[What to produce]: Output exactly the lines below, starting with the line that has "M 1580,307 L 1709,524" and going on through the line that has "550,148 L 881,0", both included, and no other lines.

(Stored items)
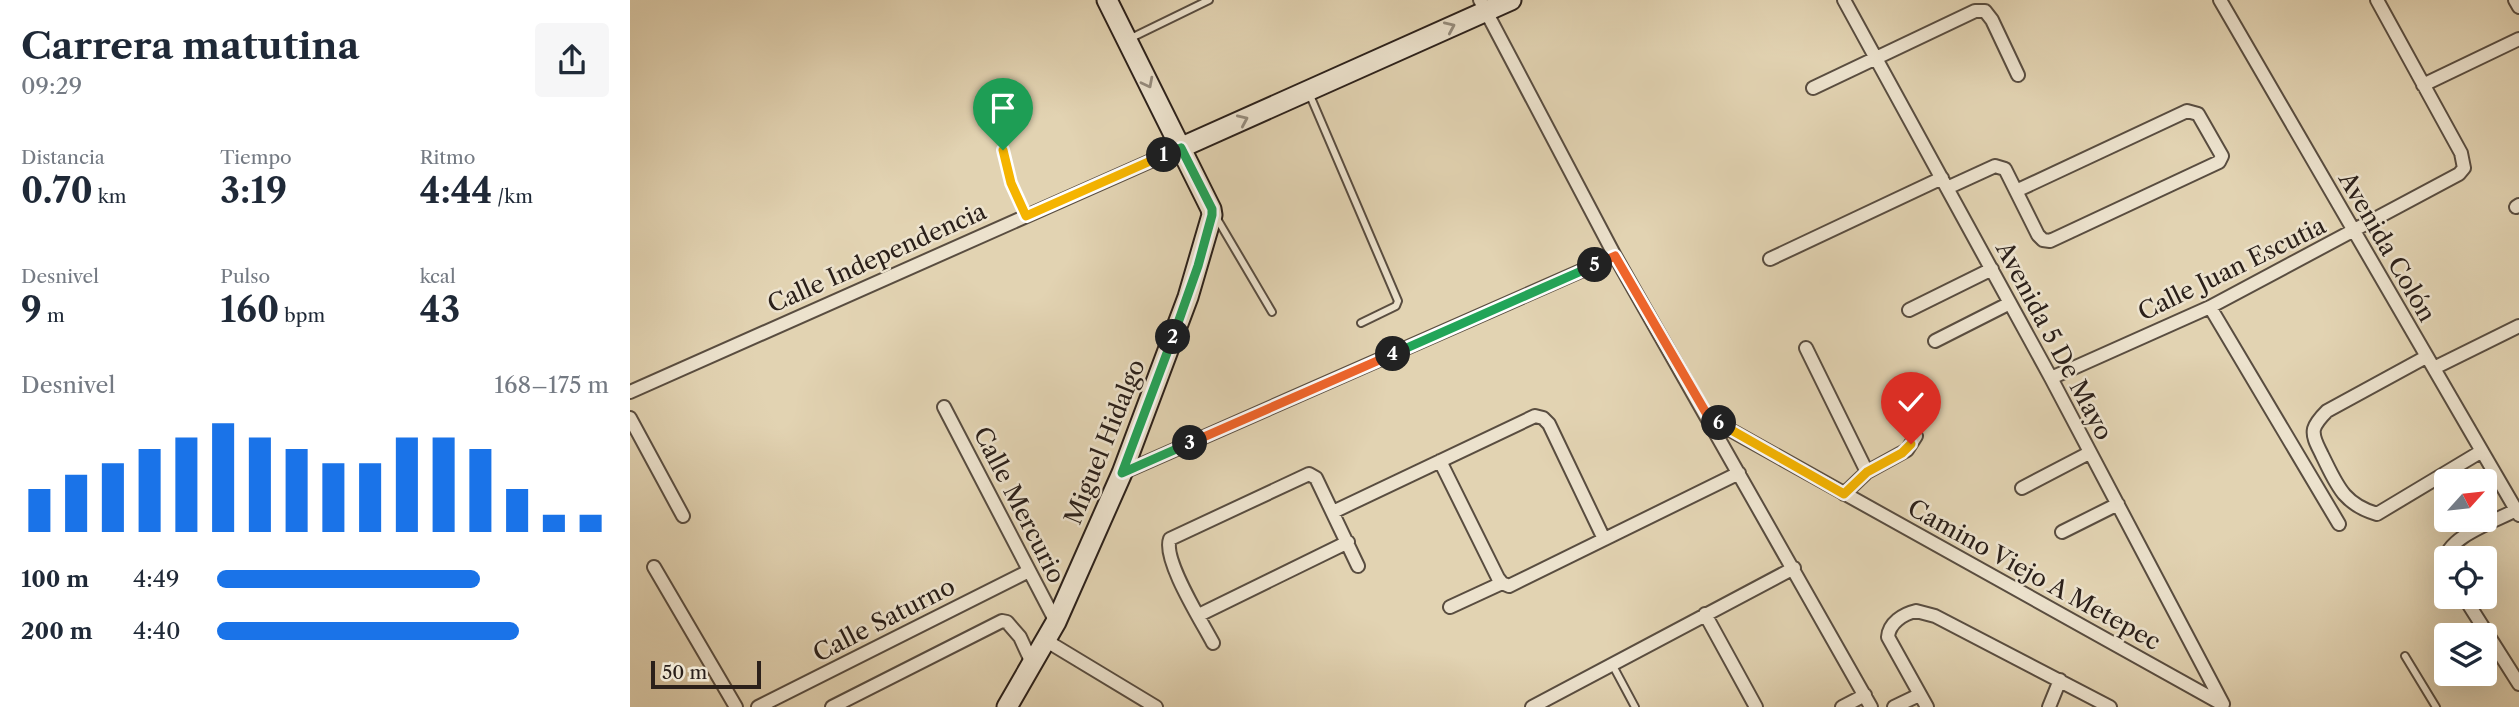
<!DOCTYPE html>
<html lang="es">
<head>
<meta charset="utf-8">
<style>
  body { margin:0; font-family:"Libre Caslon Text",serif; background:#f6f6f7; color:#1f2937; height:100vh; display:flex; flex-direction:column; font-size:26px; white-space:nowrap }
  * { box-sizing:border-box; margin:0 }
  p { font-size:23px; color:#747a83 }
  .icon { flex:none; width:38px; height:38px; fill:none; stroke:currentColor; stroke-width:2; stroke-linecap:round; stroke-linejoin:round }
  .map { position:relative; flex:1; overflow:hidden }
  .drawer { display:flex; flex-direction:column; background:#fff; width:630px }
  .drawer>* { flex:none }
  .needle { width:46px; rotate:63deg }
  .controls { position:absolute; left:1804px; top:469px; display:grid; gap:14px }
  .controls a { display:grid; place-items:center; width:63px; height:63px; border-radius:7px; background:#fff; box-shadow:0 7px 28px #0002; font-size:35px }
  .scale { position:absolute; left:21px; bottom:18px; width:110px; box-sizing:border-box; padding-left:7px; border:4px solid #2b201a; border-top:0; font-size:19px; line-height:24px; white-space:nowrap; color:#2b201a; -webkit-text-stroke:5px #ece2cd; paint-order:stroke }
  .pin { position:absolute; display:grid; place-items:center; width:60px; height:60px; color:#fff; margin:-72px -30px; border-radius:50% 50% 50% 0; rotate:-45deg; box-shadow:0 0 7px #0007 }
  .pin .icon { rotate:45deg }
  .km { position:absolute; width:35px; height:35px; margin:-18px; border-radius:50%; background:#222; color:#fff; font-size:19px; line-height:35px; text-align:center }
  .round { display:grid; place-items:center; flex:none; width:74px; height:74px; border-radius:7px; background:#f6f6f7 }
  .overview { display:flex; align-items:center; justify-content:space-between; height:119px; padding:0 21px }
  h1 { font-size:38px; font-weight:700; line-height:52px }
  .stats { display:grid; grid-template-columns:repeat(3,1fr); gap:10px; height:119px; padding:7px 21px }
  .stats div { display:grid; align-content:center }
  .stats b { font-size:35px; font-weight:700 }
  .stats small { font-size:19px; font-weight:400 }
  .stats p { font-size:19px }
  .chart { height:196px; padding:14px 21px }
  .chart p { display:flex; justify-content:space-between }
  .chart svg { width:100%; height:126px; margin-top:7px; stroke:#1a73e8; stroke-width:6 }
  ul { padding:0 21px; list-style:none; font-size:23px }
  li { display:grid; grid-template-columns:112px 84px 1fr; align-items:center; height:52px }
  li i { height:18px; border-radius:9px; background:#1a73e8 }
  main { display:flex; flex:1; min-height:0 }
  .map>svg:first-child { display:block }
</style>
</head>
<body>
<main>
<section class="drawer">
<div class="overview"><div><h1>Carrera matutina</h1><p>09:29</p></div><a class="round"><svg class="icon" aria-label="share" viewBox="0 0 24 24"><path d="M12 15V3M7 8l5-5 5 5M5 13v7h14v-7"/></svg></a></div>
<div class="stats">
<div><p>Distancia</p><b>0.70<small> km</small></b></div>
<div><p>Tiempo</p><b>3:19</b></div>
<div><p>Ritmo</p><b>4:44<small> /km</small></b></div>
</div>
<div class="stats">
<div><p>Desnivel</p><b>9<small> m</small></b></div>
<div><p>Pulso</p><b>160<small> bpm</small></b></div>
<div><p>kcal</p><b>43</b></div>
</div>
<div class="chart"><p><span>Desnivel</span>168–175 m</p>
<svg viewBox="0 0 160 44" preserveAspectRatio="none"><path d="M5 44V29M15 44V24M25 44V20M35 44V15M45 44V11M55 44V6M65 44V11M75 44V15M85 44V20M95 44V20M105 44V11M115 44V11M125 44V15M135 44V29M145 44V38M155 44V38"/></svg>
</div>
<ul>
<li><b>100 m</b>4:49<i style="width:67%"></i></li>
<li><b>200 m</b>4:40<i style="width:77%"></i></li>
</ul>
</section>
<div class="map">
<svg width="1889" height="707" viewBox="0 0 1889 707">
  <rect width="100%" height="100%" fill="#e2d3b2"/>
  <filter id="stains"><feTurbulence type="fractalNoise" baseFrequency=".00286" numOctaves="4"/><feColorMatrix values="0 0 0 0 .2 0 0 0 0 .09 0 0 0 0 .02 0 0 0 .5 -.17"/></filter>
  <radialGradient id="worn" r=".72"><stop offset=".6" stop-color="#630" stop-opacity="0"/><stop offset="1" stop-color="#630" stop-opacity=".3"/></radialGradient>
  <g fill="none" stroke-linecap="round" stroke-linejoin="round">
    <g stroke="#594d40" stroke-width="10">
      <path id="service" d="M 499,39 L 579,0
        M 373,93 L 373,150 L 381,182 L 396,216
        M 679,93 L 768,301 L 766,306 L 731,323
        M 586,217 L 642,312
        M 1775,656 L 1806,707
        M 982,664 L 1005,707"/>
    </g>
    <g stroke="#594d40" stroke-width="16">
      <path id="minor" d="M 850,0 L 985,256 L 1241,707
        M 1214,0 L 1421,378 L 1593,704
        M 1590,0 L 1889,515
        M 1885,0 L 1889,7
        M 1793,85 L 1889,39
        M 1183,88 L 1345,11 L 1355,11 L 1362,20 L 1388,75
        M 1317,188 L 1365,166 L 1375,169 L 1408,235 L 1413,240 L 1420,241 L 1589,162 L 1592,156 L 1568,114 L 1557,111 L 1386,191
        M 1886,207 L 1889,205
        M 1140,259 L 1312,178
        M 1580,307 L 1709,524
        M 1279,310 L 1362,269
        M 1305,341 L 1380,303
        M 1176,348 L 1237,472
        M 1796,357 L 1697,411 C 1692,416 1686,422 1684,429 C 1682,438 1689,448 1692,455 C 1707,485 1713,504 1747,514 L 1852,451
        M 1804,368 L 1889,326
        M 1421,378 L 1580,307 L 1829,174 L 1834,168 L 1831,153 L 1747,0
        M 0,392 L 550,148
        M 314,407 L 426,622
        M 0,418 L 53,516
        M 1079,418 L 1592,704
        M 810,461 L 868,578 L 872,583 L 879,586 L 1109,473
        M 492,473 L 985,256
        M 1392,488 L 1459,453
        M 1214,494 L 1237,472 L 1277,450 L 1286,436
        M 703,512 L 905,416 L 913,418 L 919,424 L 974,539
        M 1432,532 L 1488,504
        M 1816,562 C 1813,538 1868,520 1886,510
        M 24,567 L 106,707
        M 1834,597 L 1889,684
        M 820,607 L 872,583
        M 1075,614 L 1126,707
        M 569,615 L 718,542
        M 415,640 L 526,707
        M 583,643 C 572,622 532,559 540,539 L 679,474 L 686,478 L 728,566
        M 128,707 L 399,571
        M 202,707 L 372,621 L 377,622 L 390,637 L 402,663
        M 902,707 L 1164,568
        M 1212,707 L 1235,695
        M 1264,707 L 1289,695
        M 1297,707 L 1258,637 C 1259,623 1273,614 1286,611 L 1305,616 L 1480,707
        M 1419,707 L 1430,680"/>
    </g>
    <g stroke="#2b201a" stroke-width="23">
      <path id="secondary" d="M 550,148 L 881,0
        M 377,707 L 426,622 L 492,473 L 558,297 L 582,215 L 581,209 L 477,0"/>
    </g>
    <use href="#service" stroke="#ece2cd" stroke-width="6"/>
    <use href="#minor" stroke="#ece2cd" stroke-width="12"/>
    <use href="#secondary" stroke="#ece2cd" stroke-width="19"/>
  </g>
  <defs><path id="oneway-chevron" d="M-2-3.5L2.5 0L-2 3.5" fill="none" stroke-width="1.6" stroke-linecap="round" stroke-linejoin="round" transform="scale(1.75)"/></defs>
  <g stroke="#958b7c">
    <use href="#oneway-chevron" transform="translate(820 27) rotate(-24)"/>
    <use href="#oneway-chevron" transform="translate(518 83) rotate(63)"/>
    <use href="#oneway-chevron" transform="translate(613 120) rotate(-24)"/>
  </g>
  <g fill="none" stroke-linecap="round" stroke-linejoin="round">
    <g stroke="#fff" stroke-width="14">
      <path id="split-1" d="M 373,150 L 381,183 L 396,216 L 534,155"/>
    </g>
    <g stroke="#fff" stroke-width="14">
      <path id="split-2" d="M 534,155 L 551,148 L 582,209 L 582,215 L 568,266 L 543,337"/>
    </g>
    <g stroke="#fff" stroke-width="14">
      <path id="split-3" d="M 543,337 L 492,473 L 560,443"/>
    </g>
    <g stroke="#fff" stroke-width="14">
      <path id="split-4" d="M 560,443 L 763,354"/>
    </g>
    <g stroke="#fff" stroke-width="14">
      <path id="split-5" d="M 763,354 L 965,265"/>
    </g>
    <g stroke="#fff" stroke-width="14">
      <path id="split-6" d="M 965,265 L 985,256 L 1079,418 L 1089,423"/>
    </g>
    <g stroke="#fff" stroke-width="14">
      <path id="split-7" d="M 1089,423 L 1214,494 L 1237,472 L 1272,453 L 1281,444"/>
    </g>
    <use href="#split-1" stroke="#f5b400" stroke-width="9"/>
    <use href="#split-2" stroke="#22a559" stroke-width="9"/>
    <use href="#split-3" stroke="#22a559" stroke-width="9"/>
    <use href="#split-4" stroke="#f0652b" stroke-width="9"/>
    <use href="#split-5" stroke="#22a559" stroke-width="9"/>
    <use href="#split-6" stroke="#f0652b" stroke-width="9"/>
    <use href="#split-7" stroke="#f5b400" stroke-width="9"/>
  </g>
  <g text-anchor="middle" stroke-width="5" stroke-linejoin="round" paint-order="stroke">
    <g font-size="24" fill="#2b201a" stroke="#ece2cd">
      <text transform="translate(1757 247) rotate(60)" y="8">Avenida Colón</text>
      <text transform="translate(247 258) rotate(-24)" y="8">Calle Independencia</text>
      <text transform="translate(1602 269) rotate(-26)" y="8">Calle Juan Escutia</text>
      <text transform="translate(1424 341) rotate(62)" y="8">Avenida 5 De Mayo</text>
      <text transform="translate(475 442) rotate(-68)" y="8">Miguel Hidalgo</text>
      <text transform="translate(389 505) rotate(63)" y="8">Calle Mercurio</text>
      <text transform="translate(1404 575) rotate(29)" y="8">Camino Viejo A Metepec</text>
      <text transform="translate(254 620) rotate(-27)" y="8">Calle Saturno</text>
    </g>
  </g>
  <rect width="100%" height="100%" filter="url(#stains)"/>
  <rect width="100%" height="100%" fill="url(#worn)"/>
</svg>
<div class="controls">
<a><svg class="needle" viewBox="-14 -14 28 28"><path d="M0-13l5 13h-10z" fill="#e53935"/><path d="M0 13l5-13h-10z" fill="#747a83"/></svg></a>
<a><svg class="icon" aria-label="locate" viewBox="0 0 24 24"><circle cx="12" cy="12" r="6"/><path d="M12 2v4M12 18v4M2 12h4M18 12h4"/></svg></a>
<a><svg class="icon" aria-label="layers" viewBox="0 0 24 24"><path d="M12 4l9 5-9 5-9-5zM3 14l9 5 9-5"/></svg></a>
</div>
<div class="scale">50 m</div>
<div class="pin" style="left:373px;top:150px;background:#1e9e55"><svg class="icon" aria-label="arrive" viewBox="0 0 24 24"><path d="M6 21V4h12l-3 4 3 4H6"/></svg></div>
<div class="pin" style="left:1281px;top:444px;background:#d93025"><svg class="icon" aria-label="check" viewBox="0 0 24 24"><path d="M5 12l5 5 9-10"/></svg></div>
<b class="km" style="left:534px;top:155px">1</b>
<b class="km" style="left:543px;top:337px">2</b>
<b class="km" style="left:560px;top:443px">3</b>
<b class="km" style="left:763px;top:354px">4</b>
<b class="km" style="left:965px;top:265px">5</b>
<b class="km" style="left:1089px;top:423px">6</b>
</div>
</main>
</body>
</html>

[Answer to this exercise]:
        M 1580,307 L 1709,524
        M 1279,310 L 1362,269
        M 1305,341 L 1380,303
        M 1176,348 L 1237,472
        M 1796,357 L 1697,411 C 1692,416 1686,422 1684,429 C 1682,438 1689,448 1692,455 C 1707,485 1713,504 1747,514 L 1852,451
        M 1804,368 L 1889,326
        M 1421,378 L 1580,307 L 1829,174 L 1834,168 L 1831,153 L 1747,0
        M 0,392 L 550,148
        M 314,407 L 426,622
        M 0,418 L 53,516
        M 1079,418 L 1592,704
        M 810,461 L 868,578 L 872,583 L 879,586 L 1109,473
        M 492,473 L 985,256
        M 1392,488 L 1459,453
        M 1214,494 L 1237,472 L 1277,450 L 1286,436
        M 703,512 L 905,416 L 913,418 L 919,424 L 974,539
        M 1432,532 L 1488,504
        M 1816,562 C 1813,538 1868,520 1886,510
        M 24,567 L 106,707
        M 1834,597 L 1889,684
        M 820,607 L 872,583
        M 1075,614 L 1126,707
        M 569,615 L 718,542
        M 415,640 L 526,707
        M 583,643 C 572,622 532,559 540,539 L 679,474 L 686,478 L 728,566
        M 128,707 L 399,571
        M 202,707 L 372,621 L 377,622 L 390,637 L 402,663
        M 902,707 L 1164,568
        M 1212,707 L 1235,695
        M 1264,707 L 1289,695
        M 1297,707 L 1258,637 C 1259,623 1273,614 1286,611 L 1305,616 L 1480,707
        M 1419,707 L 1430,680"/>
    </g>
    <g stroke="#2b201a" stroke-width="23">
      <path id="secondary" d="M 550,148 L 881,0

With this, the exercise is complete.